Heaven was a beautiful place where I would go after the Great Apocalypse would come in 1993. I often spent my nights fantasising about arriving in heaven after my death. I would be given unearthly superpowers and a new heavenly body. I would never grow old and be reunited with my family (who was often split due to the teachings of the cult). There would be lush gardens and tropical fields and we could eat freely from fruit trees. There would be no war and everlasting peace. This was the heaven I was looking forward to my whole life.
Tell us about the leader and what your thoughts were about him?
Father David was a very complex character and part of the reason why I wanted to write this book. I needed to understand this man who had controlled my existence. As a child I was forced to believe that he was God’s prophet. I never saw or knew what he looked like. He was portrayed as a giant, cuddly, lion-headed figure whom I was supposed to love unconditionally.
It turns out he was a deeply disturbed man with many demons. He was a textbook narcissist who hid behind his teachings of God and his love. He was actually quite brilliant (in an intellectual sense) with a high IQ and very charismatic. There was a method to his madness. I don’t know if he knew what he was doing or if he wanted to start a cult. He thought he was fulfilling God’s mission, which is the most disturbing and dangerous part of it all. In his quest for power he hurt many people along the way. I think he in part died from guilt, one year after his predicted apocalypse.
How horrifying did it get?
The worse part for me was the discipline and watching my peers being disciplined, especially my siblings who were very young.
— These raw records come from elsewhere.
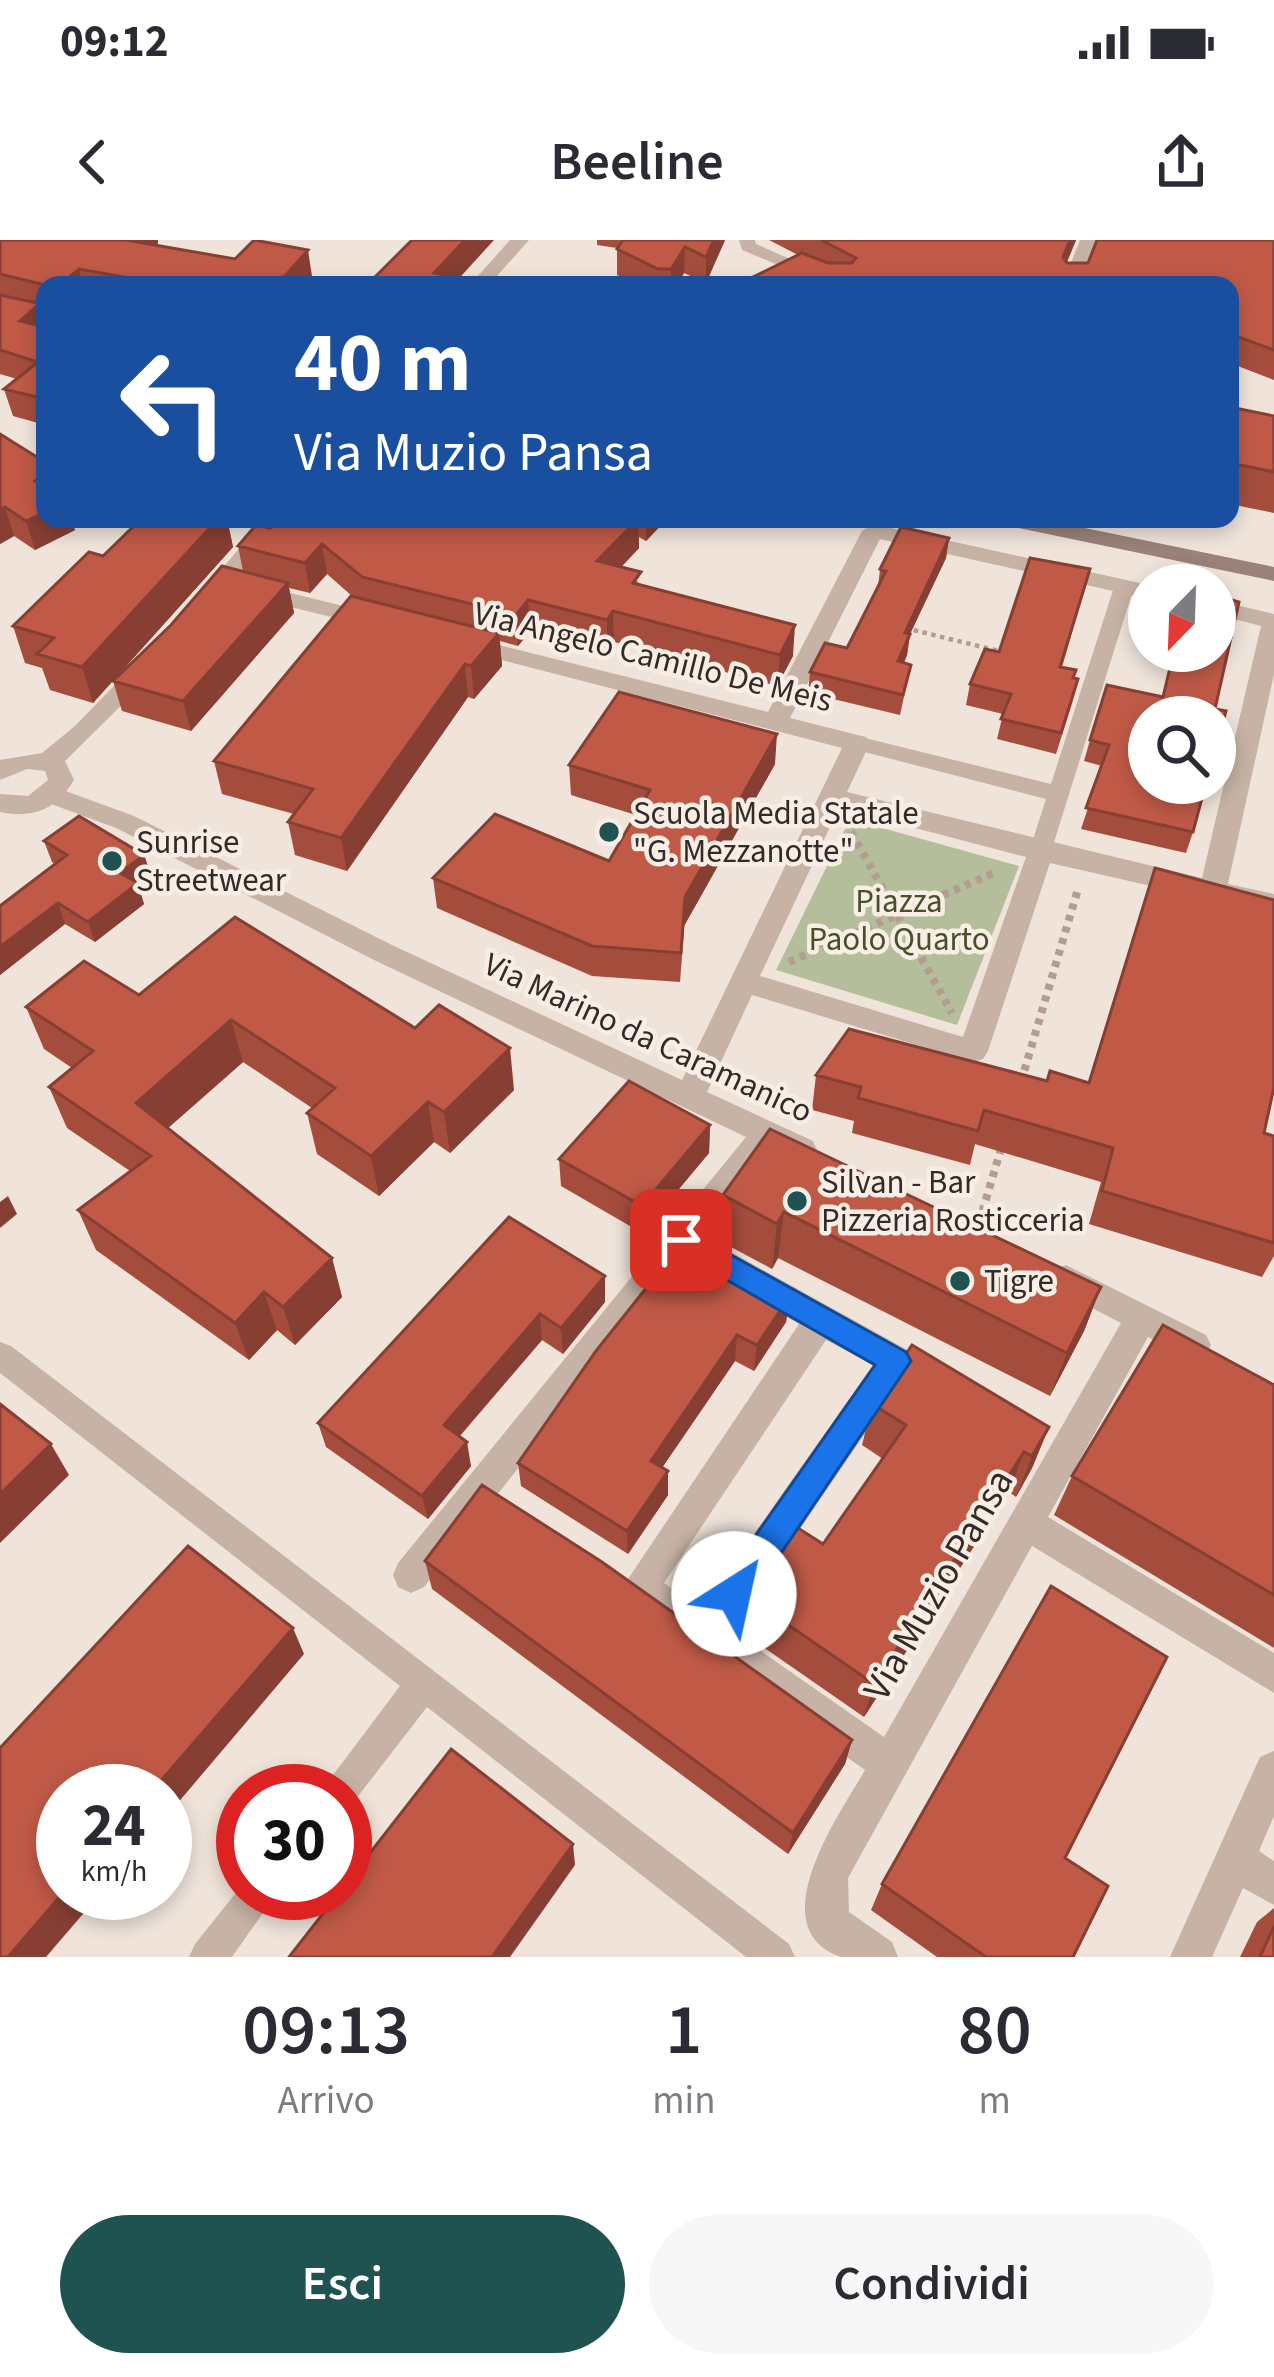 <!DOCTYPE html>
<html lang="it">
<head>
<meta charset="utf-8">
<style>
  body { margin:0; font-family:"Source Sans 3",sans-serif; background:#f7f7f7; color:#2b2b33; height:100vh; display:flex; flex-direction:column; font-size:45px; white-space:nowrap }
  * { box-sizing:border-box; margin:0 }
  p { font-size:39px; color:#7c7c81 }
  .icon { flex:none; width:66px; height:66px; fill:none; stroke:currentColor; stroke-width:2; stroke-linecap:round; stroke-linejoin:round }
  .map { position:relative; height:1717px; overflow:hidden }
  .panel { display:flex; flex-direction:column; background:#fff; flex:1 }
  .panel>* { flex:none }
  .guide { position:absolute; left:36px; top:36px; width:1203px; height:252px; border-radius:24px; box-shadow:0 6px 18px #0003; background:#1a4fa0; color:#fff; overflow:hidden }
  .needle { width:78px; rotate:203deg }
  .controls { position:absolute; left:1128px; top:324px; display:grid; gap:24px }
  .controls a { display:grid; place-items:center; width:108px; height:108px; border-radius:50%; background:#fff; box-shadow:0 6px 18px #0003; font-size:60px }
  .speed { position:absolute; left:36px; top:1524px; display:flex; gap:24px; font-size:60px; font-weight:700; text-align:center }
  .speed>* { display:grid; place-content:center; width:156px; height:156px; border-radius:50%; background:#fff; box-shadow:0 6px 18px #0003; line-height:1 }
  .speed small { font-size:30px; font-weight:400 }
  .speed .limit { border:18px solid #d22; background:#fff; color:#111 }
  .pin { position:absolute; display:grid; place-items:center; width:102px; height:102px; color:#fff; margin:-51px; border-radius:24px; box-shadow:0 6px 18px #0006 }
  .me { position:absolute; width:132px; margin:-66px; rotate:35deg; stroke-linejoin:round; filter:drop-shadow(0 0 9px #0008) }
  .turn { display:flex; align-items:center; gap:42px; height:252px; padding:0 60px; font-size:54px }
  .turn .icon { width:156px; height:156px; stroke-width:2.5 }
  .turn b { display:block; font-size:84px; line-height:102px }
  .eta { display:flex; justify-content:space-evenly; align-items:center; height:204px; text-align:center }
  .eta b { font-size:72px; font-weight:600; line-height:84px }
  .action { display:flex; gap:24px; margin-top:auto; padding:24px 60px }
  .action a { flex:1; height:138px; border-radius:72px; background:#1e5352; color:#fff; font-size:48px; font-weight:600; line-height:138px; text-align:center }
  .action a+a { background:#f7f7f7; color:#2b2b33 }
  .status { display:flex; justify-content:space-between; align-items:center; height:84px; padding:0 60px; background:#fff; direction:ltr }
  .status svg { height:33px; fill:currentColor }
  header { display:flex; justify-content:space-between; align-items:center; height:156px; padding:0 60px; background:#fff; font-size:54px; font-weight:600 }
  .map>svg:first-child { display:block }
</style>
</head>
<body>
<div class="status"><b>09:12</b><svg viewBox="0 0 49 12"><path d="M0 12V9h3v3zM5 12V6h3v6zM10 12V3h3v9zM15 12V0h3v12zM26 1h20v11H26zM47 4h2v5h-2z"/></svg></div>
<header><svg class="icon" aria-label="back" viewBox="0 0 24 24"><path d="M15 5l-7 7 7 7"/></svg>Beeline<svg class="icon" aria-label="share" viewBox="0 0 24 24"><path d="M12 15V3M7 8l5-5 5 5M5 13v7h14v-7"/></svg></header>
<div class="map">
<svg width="1274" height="1717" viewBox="0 0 1274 1717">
  <rect width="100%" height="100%" fill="#f0e4da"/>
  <path fill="#b5be9a" d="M850 579 1019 626 957 785 776 730Z"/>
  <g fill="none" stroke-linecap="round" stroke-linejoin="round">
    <path stroke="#b39d91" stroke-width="4.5" stroke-dasharray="4.5 4.5" stroke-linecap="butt" d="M905 388 1007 413"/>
    <path stroke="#b39d91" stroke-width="8" stroke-dasharray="6 6" stroke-linecap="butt" d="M851 592 952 773
      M789 722 996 632
      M1021 842 1078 649
      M979 983 1003 902"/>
    <path stroke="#b39d91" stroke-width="9" stroke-dasharray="8 8" stroke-linecap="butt" d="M976 993 980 980"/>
    <path fill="#c7b3a6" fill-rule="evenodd" d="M739 0H755L756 4 849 45H826L742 10Z
      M1124 341 1134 347 1049 618 1041 620 1029 612 1046 559 849 508 846 503 857 496 1051 544 1114 347Z
      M0 1102 11 1106 789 1704 795 1717H746L427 1467 352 1564 345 1566V1551H321L400 1446 0 1133Z
      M243 1644V1653H277L232 1717H189L195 1704Z"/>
    <path fill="#c7b3a6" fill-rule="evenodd" d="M510 0H529L489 45H470Z
      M1080 0H1098L1080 45H1062Z
      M873 284 1149 345V359L880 299 790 478 866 497 870 503 847 552 1202 638 1261 386 1215 374V360L1274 374V434L1228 644 1274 654V674L1050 623 988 811 983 819 973 822 752 755 707 852 813 901 817 910 813 919 802 922 771 909 702 996 922 1118 927 1129 922 1140 910 1144 901 1141 731 1390 884 1497 1121 1083 1055 1049 1050 1039 1055 1029 1066 1025 1206 1095 1211 1105 1206 1115 1194 1120 1148 1097 1048 1277 1274 1413V1453L1032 1306 848 1638 849 1672 892 1702 898 1717C882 1717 856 1717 841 1717 758 1688 841 1572 865 1530L627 1361 622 1348 799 1084 685 1018 424 1347 411 1353 398 1347 393 1335 398 1323 746 897 372 719 116 588 43 561 39 555 52 546 134 576 392 705 682 840 842 508 455 408 451 403 463 396 768 472 862 291ZM839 568 1026 617 963 797 760 736ZM826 1100 873 1125 701 1369 664 1343Z
      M254 344 384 376 388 381 376 388 246 356 242 351Z
      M1274 1511V1576L1259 1611 1274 1621V1665L1243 1648 1212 1717H1170L1260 1517Z"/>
    <path fill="#c7b3a6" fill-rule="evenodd" d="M264 279H287L215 366H199V356Z
      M146 419 158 427 155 432 65 521 74 540C57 569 33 579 0 572V554L28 556 48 540 45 531 27 529 0 540V520L42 513 75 486 137 422Z"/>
    <path fill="#9b8278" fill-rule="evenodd" d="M998 279H1041L1274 327V341L1009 286Z"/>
  </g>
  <path fill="#a54d3d" d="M0 0H158V3L156 5 312 36 305 45H45V185L13 176 4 149 17 139 0 134Z
    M597 0H725L706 43 684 33 677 45H637L617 35V8L597 5Z
    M769 0H1076L1067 22 1088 23 1274 0V140L1230 123V45H751V38L798 15Z
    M1230 167 1274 176V273L1230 264Z
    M0 194 75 290 35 310 14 296 0 304Z
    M141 279H227L233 307 93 463 50 450 42 428 25 423 13 386 103 316Z
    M279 279H667L646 301 639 297V308L621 327 641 345 793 416 777 446 614 402 607 411 530 391 518 406 500 401 502 426 474 459 468 457 347 631 295 615 288 582 294 574 222 554 214 521 352 356 327 334 310 353 289 348 294 373 191 491 122 471 113 441 243 331 238 306 270 288Z
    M949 298 946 318 910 394 907 415 904 423 911 425 900 475 808 453 810 432 847 408 878 347 880 329Z
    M1090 329 1062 427 1074 438 1073 460 1056 514 997 499 1003 474 966 465 970 444 999 412Z
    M1215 469 1193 592 1186 613 1081 589 1102 526 1084 521 1090 500Z
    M775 524 684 686 680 742 592 736 437 668 433 638 609 621 636 575 571 555 569 525Z
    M44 601 144 615 151 635 138 645 144 664 95 702 65 684 0 735V666L55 624 52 622Z
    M1143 664 1264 893 1274 896V1016L1262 1037 1089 984 1101 942 975 904 970 925 852 893 854 881 812 870 816 835 1088 843Z
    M139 755 514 850 450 913 434 902 379 956 317 914 307 873 312 868 243 822 168 888 332 1018 342 1057 295 1105 277 1090 249 1120 96 1010 78 970 130 931 67 888 49 847 72 828 44 809 26 767Z
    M710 885 709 913 642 993 561 946 559 919Z
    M723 955 1101 1047 1084 1091 1050 1156 778 1018 772 1029 720 1001Z
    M605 1036V1062L563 1114 542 1100 460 1196 471 1226 428 1279 326 1207 318 1183Z
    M790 1056 786 1082 754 1131 735 1121 662 1228 668 1255 628 1314 521 1246 518 1223Z
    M1274 1145V1408L1054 1275 1072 1236Z
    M872 1164 1049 1187 1032 1228 1016 1257 1009 1252 864 1477 737 1389 742 1353 823 1304 883 1219 862 1205Z
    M425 1321 852 1500 845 1524 788 1614 432 1349Z
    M1065 1618 1073 1717H937L871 1670 882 1644Z
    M1274 1668V1717H1240L1257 1682Z"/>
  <path fill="#863f32" d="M126 0H158V3L132 26Z
    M465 0H494L453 45 434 33Z
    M714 0H725L706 43V17Z
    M1070 0H1076L1058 43 1063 17Z
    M685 7 684 33 677 45H671V29Z
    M308 10 312 36 305 45H277Z
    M79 29 83 45H60Z
    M45 59V92L20 81Z
    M5 267 14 296 0 304V270Z
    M45 272V279H72L75 290 35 310 26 281Z
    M218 279H227L233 307 93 463 82 427Z
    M638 279 639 308 598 352 597 321Z
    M646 279H667L646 301Z
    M949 298 946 318 910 394 907 415 894 442 905 393Z
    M322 304 327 334 310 353 305 323Z
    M288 343 294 373 191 491 183 461Z
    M528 360 530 391 518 406 516 375Z
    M613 371 614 402 607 411V380Z
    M795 385 793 416 777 446 780 415Z
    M499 393 502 426 474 459 471 426Z
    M465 424 468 457 347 631 341 598Z
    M777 494 775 524 684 686 680 742 685 657Z
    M144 615 151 635 138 645 144 664 95 702 88 682 120 633Z
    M58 663 65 684 0 735V707Z
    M231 780 243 822 151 903 136 863Z
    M510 808 514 850 450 913 444 872Z
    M428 862 434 902 379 956 371 916Z
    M710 885 709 913 642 993V966Z
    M8 956 17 974 0 988V962Z
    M784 972 778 1018 772 1029 777 984Z
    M332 1018 342 1057 295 1105 283 1067Z
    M605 1036V1062L563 1114 561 1088Z
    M1101 1047 1084 1091 1050 1156 1067 1113Z
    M264 1052 277 1090 249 1120 235 1083Z
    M790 1056 786 1082 754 1131 757 1105Z
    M540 1074 542 1100 448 1209 444 1185Z
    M737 1095 735 1121 650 1245 651 1221Z
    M1049 1187 1032 1228 1016 1257 1032 1216Z
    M467 1202 471 1226 428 1279 422 1256Z
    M51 1204 69 1235 0 1303V1254Z
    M1024 1212 1009 1252 864 1477 874 1444Z
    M668 1231V1255L628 1314 627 1291Z
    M293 1388 304 1414 165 1578V1551H152Z
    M852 1500 845 1524 788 1614 793 1593Z
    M573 1604 575 1625 510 1717H492Z
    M63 1653H101L46 1717H8Z"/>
  <path fill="#c05a47" stroke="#863f32" stroke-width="3" d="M0 0H126L235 19 254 0 308 10 277 45H170L79 29 60 45H45V59L20 81 45 87V159L4 149 38 122 0 110V55L37 63 42 58 41 44 0 34Z
    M412 0H465L434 33 495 45H367Z
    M623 0H714L706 17 685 7 671 29H658L617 9Z
    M821 0H1070L1063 17 1067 23H1088L1097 0H1274V110L1230 94V45H765L751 38 802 13 828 23H852L856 18Z
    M1230 167 1274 176V232L1230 223Z
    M0 194 45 222V235L35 241 45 247V272L26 281 5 267 0 270Z
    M141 279H218L82 427 37 414 54 398 13 386 89 312 103 316Z
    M279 279H638L597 321 641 332 633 343 795 385 780 415 613 371 607 380 528 360 516 375 362 337 322 304 305 323 238 306 256 285 270 288Z
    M901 287 949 298 905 393 910 394 898 421 911 425 903 455 810 432 825 403 847 408 886 331 880 329Z
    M1030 318 1090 329 1060 427 1076 430 1073 438 1078 439 1061 493 1001 479 1011 454 970 444 985 409 999 412Z
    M222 326 288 343 183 461 113 441 171 385Z
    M1215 355 1239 362 1215 469 1226 471 1215 510V477H1149V543H1206L1193 592 1086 568 1109 505 1090 500 1107 445 1163 457 1174 411H1215Z
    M351 356 499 393 471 426 465 424 341 598 288 582 313 549 214 521Z
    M619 452 777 494 685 657 681 713 592 706 433 638 495 574 609 621 650 550 569 525Z
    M79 576 144 615 120 633 138 643 88 682 58 663 0 707V666L67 615 44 601Z
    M1155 628 1274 660V847L1264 893 1274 896V1003L1102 951 1113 908 984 870 978 891 858 858 861 847 816 835 849 789 1047 841 1050 831 1089 843Z
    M235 677 415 788 439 765 510 808 444 872 428 862 371 916 307 873 335 848 231 780 136 863 332 1018 283 1067 264 1052 235 1083 78 970 151 916 49 847 93 811 26 767 84 721 139 755Z
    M629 841 710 885 642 966 559 919Z
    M770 889 1101 1047 1067 1113 784 972 777 984 723 955Z
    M509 977 605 1036 561 1088 540 1074 444 1185 467 1202 422 1256 318 1183Z
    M687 997 790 1056 757 1105 737 1095 651 1221 668 1231 627 1291 518 1223 596 1111Z
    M1163 1085 1274 1145V1355L1072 1236Z
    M912 1105 1049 1187 1032 1216 1024 1212 874 1444 742 1353 790 1283 823 1304 906 1185 872 1164Z
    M0 1164 51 1204 0 1254Z
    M482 1245 602 1322 852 1500 793 1593 425 1321Z
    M188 1306 293 1388 152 1551H63V1653L8 1717H0V1508Z
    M1051 1346 1167 1417 1065 1618 1108 1646 1073 1717H986L882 1644Z
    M451 1509 573 1604 492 1717H289L339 1653H345V1645Z
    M1274 1686V1717H1260Z"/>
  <path fill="#1a73e8" stroke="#114b97" stroke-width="3" d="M681 987 906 1112 911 1121 746 1365 734 1370 723 1365 718 1354 723 1342 875 1125 671 1008 667 1000 671 991Z"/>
  <g fill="#1e5352" stroke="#f8eee5" stroke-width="4.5">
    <circle cx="609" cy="592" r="12"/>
    <circle cx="112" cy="621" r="12"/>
    <circle cx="797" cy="961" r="12"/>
    <circle cx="960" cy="1041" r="12"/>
  </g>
  <g text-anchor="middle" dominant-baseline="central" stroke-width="9" stroke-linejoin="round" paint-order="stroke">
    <g font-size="33" fill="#342a27" stroke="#f8eee5">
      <text transform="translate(653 417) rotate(14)">Via Angelo Camillo De Meis</text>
      <text transform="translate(648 798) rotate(25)">Via Marino da Caramanico</text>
    </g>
    <g font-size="33" fill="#342a27" stroke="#f8eee5" text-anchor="start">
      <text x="633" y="573">Scuola Media Statale<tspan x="633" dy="38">"G. Mezzanotte"</tspan></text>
      <text x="136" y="602">Sunrise<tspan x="136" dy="38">Streetwear</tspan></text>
      <text x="821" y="942">Silvan - Bar<tspan x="821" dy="38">Pizzeria Rosticceria</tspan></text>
      <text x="984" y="1041">Tigre</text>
    </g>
    <g font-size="33" fill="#46512c" stroke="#f8eee5">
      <text x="899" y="661">Piazza<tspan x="899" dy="38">Paolo Quarto</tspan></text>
    </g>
    <g font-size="39" fill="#342a27" stroke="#f8eee5">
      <text transform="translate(939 1345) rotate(-60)">Via Muzio Pansa</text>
    </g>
  </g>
</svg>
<div class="controls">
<a><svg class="needle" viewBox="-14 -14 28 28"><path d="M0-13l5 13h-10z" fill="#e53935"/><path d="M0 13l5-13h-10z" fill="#7c7c81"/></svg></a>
<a><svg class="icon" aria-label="search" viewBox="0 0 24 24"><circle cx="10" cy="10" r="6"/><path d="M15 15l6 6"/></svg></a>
</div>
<div class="speed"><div>24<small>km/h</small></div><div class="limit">30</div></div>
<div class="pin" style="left:681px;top:1000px;background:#d93025"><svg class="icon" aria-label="arrive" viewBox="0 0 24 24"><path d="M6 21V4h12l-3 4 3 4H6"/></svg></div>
<svg class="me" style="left:734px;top:1354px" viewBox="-20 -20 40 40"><circle r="19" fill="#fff"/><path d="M0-13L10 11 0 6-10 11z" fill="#1a73e8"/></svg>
<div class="guide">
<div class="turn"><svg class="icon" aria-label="left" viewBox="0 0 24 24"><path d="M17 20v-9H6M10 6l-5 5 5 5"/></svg><div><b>40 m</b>Via Muzio Pansa</div></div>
</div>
</div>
<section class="panel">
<div class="eta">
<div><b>09:13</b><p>Arrivo</p></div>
<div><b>1</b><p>min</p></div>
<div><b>80</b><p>m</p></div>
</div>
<div class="action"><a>Esci</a><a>Condividi</a></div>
</section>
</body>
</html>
They had to find a way to control us so they established rules for disciplining us which sometimes included physical punishment which I talk more about in my book. I remember knowing that some of the punishers didn’t want to do what they did, they were just following orders. Unlike many who were born before me, I never experienced any sexual abuse and I am always sorry to hear the stories of those who did.
How did you manage to escape?
My family’s escape was a slow and gradual one. It took at least two years. When Father David died in 1994, the cult sort of fell apart and the group was given freedom. We were living in Chicago at the time and my family of fourteen was abandoned with no money, education, or social standing. A Thai church in Chicago took us in and helped us. From there we moved to California where my dad and my sisters enrolled in school. After having no education as a child, I managed to earn a master’s degree in creative writing.
Are you still religious? What does "heaven" look like to you now?
I am not religious in the sense that I go to church. I do believe spirituality and religion should be separate and I think that’s a big problem with religion. In an attempt to institutionalise and control, it strips away the very essence of what religion was meant to be: a source of connection to God, nature and community. That’s why cults form in the first place. They offer people a sense of connection, community, purpose and belonging.
I think “heaven” can be found on earth and that “hell” is formed in the mind. Having grown up in a cult I was forced to experience the hell that comes with severe psychological manipulation and control and I’m happy to say that it forced me to create my own peace on earth.
What have you got planned for the future?
I currently work in education and am considering going back to school for another masters or possibly a PhD. I am deeply passionate about learning, probably in part because I was denied an education as a child. I have to say I think the education system, like most institutions in this country, is in a dire state and much needs to be done before everyone can have access to a quality education. I also hope to write more books.